We released the paper at the U.C. Davis Energy Efficiency Center’s Symposium honoring Dr. Arthur Rosenfeld, recently retired member of the California Energy Commission.  NRDC’s paper is dedicated to Dr. Rosenfeld, “whose visionary leadership in the field of energy efficiency has inspired new generations to follow in his footsteps.”  If energy efficiency could carry a flag, it would look like the aptly named “Rosenfeld Curve:”
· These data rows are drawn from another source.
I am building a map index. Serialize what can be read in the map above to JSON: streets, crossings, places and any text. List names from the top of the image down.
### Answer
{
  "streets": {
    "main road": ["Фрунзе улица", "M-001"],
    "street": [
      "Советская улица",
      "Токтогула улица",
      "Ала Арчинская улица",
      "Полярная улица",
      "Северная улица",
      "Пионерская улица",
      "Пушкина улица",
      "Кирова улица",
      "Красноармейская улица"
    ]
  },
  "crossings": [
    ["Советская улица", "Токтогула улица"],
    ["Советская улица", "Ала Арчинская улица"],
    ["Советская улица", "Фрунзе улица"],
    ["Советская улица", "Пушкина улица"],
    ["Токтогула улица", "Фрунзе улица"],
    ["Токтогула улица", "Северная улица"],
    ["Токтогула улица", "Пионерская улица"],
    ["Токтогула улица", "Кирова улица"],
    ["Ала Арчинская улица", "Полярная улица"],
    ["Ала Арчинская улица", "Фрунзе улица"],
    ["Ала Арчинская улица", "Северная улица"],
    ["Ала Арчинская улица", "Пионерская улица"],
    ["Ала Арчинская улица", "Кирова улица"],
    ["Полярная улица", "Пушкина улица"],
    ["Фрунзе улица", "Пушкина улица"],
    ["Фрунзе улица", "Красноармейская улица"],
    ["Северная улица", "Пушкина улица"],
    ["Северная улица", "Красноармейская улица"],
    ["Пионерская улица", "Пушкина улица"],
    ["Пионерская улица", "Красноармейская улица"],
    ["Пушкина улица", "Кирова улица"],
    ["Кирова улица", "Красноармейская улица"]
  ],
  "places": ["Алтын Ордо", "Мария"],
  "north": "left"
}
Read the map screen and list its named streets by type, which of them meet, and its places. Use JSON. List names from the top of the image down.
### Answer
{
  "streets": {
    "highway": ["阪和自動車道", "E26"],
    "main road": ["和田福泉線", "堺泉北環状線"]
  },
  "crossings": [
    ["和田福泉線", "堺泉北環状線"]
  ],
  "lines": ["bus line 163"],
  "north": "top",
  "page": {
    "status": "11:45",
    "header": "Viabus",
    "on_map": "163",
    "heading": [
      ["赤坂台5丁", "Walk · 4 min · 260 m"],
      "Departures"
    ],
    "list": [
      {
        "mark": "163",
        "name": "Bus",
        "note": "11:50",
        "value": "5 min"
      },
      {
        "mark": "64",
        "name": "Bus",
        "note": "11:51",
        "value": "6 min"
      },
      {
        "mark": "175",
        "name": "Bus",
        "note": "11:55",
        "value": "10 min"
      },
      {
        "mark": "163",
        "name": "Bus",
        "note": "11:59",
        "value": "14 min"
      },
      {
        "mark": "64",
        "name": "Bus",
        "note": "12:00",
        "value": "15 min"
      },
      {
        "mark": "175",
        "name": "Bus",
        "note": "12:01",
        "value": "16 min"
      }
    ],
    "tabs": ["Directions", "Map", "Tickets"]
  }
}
Per Capita Electricity Consumption

 Per Capita Electricity Consumption

In the 1970s, California embarked on an uncharted path to pursue energy efficiency, and it has yielded impressive results.  The idea that consumers can get the same level of service – light, heat, and other modern day necessities – while using less energy, once a new and untested concept, is now a proven tool to deliver huge benefits for consumers.  A short list of benefits from energy efficiency includes: it saves customers money on their utility bills, creates net growth in jobs, helps drive the wheels of innovation, and it cleans the air and helps curb global warming to boot.

Energy efficiency programs help customers lower their energy bills by providing information and rebates on more efficient products.  (Find out what programs you can take advantage of by calling your local utility or  Flex Your Power.)

In the early 1990s, California became a leader on energy efficiency, only to let its programs fall by the wayside as the state rushed into its now infamous deregulation experiment.  In the aftermath of California’s electricity crisis, the state began reassembling the policies necessary to support energy efficiency.  Smart policies enacted over the last decade have restored the state’s leadership, and the energy efficiency programs’ achievements are remarkable:

  • California’s programs increased net benefits (that is, the benefits after deducting all the costs) to consumers nearly five-fold over the last decade, totaling nearly $5 billion
  • California increased its energy savings almost six-fold in the last decade, reaching more than 3,400 GWh of annual savings in 2008.  (Translation: in 2008, the state saved the same amount of energy it takes to power all the households in San Francisco and San Mateo counties combined.)
  • The efficiency costs less than half of what the baseload power that it replaces costs, coming in at 3 c/kWh instead of 8 c/kWh.
  • California's economic productivity for every kWh of electricity consumed has improved over 50% in real dollars since 1980.  (In contrast, the rest of the US has improved only 15%.)
  • In 2008, the pollution savings from efficiency programs (which have accumulated since the state first began programs in earnest in the mid-1970s) totaled nearly 1,000 tons of smog-forming nitrogen-oxides and provided global warming pollution savings equivalent to the emissions from approximately 3 million cars.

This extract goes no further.